The best time to have a discussion about fertility preservation is before chemotherapy, radiation or surgery that could damage delicate eggs or sperm, experts say. Many factors, including age, treatment and type of cancer can affect a person’s future ability to have children.

“One cannot predict what reproductive function will be after treatment, so getting that conversation done early, when the patient may have more options, is clearly the best course,” says Don Dizon, a medical gynecologic oncologist at Massachusetts General Hospital in Boston. Options for fertility preservation before treatment include egg and embryo cryopreservation for women and sperm banking for men.

However, exploring these options can be especially challenging for young adults, often defined as between ages 15 and 39, since they may not be ready to have children. For example, Ashley Goldman was just 23 in October 2010 when she learned she had a stage III immature teratoma, a rare type of ovarian cancer that had spread to her stomach lining. At the time, she had been dating the man who is now her husband for eight months. “I knew at that point we would probably end up together, but I was in no position emotionally to make a decision that [would affect] the rest of our lives,” she says. Goldman met with a fertility specialist to explore her options, but when her oncologist explained that her chemotherapy regimen would most likely not affect her ability to have children, she decided not to pursue fertility preservation.

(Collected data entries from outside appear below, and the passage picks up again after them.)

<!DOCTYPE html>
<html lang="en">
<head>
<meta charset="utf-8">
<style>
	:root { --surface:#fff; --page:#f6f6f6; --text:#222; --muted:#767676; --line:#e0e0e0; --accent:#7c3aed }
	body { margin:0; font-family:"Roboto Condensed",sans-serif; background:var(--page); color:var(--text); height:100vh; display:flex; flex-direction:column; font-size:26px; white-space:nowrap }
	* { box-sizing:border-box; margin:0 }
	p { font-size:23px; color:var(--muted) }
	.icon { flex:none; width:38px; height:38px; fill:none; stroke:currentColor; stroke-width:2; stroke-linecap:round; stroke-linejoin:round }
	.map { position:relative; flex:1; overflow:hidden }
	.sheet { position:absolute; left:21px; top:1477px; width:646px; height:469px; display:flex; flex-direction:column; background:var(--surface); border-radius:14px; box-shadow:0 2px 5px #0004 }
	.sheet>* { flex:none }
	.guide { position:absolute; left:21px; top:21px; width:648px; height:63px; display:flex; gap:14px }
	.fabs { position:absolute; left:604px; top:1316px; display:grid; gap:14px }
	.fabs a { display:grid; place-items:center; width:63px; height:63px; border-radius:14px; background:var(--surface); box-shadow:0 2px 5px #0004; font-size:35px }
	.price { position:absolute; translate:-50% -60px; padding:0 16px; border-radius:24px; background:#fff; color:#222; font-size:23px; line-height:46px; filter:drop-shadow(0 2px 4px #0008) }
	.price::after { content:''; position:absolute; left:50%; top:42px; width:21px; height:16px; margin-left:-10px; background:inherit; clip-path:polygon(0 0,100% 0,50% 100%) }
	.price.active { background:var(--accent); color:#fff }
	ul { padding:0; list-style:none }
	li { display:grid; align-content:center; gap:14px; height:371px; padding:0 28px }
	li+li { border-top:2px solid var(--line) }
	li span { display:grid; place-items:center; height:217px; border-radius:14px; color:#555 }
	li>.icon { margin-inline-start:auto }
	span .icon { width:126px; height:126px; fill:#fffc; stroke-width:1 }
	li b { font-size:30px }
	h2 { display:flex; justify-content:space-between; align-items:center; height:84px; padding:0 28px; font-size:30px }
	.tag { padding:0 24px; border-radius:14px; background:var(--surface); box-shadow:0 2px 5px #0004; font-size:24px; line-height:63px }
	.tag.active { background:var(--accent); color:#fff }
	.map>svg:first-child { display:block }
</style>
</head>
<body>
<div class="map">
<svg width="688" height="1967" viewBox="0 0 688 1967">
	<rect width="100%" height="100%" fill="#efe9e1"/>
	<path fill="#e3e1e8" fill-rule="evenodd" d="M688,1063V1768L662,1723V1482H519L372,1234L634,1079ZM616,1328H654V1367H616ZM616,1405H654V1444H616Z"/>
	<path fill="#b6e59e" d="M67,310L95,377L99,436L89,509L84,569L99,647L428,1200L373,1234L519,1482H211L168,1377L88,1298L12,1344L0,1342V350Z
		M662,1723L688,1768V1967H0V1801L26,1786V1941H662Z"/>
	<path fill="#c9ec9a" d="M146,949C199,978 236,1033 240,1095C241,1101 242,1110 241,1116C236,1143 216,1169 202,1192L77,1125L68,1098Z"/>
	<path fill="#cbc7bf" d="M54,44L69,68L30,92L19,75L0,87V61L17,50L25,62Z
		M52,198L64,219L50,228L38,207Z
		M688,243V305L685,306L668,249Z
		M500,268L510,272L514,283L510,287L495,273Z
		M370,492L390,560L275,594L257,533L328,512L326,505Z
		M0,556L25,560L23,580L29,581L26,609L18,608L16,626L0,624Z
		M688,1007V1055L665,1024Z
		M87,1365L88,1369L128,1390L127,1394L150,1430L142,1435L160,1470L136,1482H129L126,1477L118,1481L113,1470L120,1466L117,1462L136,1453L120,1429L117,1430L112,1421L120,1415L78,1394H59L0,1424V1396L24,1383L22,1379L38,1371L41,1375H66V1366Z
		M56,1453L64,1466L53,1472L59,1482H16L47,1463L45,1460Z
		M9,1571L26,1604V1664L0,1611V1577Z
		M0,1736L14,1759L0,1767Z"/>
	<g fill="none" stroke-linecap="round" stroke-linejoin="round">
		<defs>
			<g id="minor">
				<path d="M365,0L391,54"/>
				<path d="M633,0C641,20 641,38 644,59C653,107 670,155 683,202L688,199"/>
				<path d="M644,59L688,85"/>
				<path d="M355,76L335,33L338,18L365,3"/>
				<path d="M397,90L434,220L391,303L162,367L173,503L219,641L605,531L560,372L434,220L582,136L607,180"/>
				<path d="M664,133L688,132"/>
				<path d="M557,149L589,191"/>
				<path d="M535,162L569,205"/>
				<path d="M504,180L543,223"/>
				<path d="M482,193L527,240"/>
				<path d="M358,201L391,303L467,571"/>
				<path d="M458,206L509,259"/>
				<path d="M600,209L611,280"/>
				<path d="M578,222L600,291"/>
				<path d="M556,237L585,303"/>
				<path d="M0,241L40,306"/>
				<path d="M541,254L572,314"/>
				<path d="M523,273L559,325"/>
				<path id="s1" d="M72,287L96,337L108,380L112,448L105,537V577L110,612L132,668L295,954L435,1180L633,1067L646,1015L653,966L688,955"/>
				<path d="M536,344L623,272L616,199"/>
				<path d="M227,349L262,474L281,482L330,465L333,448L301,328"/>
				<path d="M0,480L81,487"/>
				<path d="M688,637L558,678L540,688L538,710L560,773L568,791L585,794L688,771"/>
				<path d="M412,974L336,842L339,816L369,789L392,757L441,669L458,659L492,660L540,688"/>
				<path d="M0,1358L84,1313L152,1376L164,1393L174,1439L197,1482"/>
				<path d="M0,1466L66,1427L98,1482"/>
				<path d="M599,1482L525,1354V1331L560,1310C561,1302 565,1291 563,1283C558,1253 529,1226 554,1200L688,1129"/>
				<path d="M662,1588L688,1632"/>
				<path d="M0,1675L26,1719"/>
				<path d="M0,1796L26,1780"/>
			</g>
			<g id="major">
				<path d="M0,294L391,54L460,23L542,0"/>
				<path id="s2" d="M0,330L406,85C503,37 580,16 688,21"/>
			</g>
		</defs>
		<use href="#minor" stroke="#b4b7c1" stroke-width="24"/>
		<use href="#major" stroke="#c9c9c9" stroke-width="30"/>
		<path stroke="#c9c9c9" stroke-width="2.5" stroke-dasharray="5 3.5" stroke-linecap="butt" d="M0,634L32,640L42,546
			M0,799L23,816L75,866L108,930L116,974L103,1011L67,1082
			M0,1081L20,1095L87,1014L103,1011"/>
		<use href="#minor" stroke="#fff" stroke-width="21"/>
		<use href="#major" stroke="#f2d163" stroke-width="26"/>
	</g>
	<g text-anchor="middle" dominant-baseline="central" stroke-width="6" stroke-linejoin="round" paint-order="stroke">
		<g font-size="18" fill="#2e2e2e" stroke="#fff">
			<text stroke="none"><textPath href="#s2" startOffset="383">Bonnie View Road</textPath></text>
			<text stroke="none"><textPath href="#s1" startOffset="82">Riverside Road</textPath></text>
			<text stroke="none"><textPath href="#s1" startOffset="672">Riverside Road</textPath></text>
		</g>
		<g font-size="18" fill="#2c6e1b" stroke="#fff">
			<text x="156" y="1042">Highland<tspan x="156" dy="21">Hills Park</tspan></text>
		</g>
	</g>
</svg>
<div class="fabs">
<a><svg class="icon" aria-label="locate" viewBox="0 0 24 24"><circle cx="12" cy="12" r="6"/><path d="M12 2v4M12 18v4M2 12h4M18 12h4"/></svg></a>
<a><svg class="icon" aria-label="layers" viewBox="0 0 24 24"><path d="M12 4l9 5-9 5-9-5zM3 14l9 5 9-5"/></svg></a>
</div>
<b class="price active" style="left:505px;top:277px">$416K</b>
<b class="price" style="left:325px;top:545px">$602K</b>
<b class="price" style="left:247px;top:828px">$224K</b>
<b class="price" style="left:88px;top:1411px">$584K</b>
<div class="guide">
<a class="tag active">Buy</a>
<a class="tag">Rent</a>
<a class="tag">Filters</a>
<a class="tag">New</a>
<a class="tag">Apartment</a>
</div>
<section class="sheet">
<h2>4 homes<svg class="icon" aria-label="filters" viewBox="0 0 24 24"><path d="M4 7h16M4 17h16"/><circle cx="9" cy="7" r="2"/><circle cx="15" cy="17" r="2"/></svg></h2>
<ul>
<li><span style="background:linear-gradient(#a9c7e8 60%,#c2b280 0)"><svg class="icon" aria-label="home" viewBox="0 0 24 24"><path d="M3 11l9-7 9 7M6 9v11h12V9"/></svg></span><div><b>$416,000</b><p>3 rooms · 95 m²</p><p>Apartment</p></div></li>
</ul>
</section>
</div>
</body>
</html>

​Ashley Goldman, an ovarian cancer survivor, and her husband, Jamie, recently got married and hope to have children. | Photo by Peter Oberc Photography
Goldman, who lives in Greenwich, Connecticut, had surgery to remove her left fallopian tube and ovary, and then completed nine weeks of a chemotherapy protocol known as BEP (bleomycin, etoposide and cisplatin). Goldman hopes she and her husband, who were married in May, will be able to conceive naturally. “Even though I didn’t make a plan to do anything, I’m glad I went. Just having the conversation opened my eyes to different options,” she says. These discussions can also make people aware of alternatives, including surrogacy and adoption, if treatment makes it impossible for them to conceive on their own.
Some people, often already overwhelmed with decisions regarding their cancer treatment, may struggle to find time and energy to fit in an appointment with a fertility specialist.  “A lot of people don’t even make it to the first step just because they have so much going on,” says Karine Chung, a reproductive endocrinologist at USC Fertility, a program of the University of Southern California Keck School of Medicine, in Los Angeles.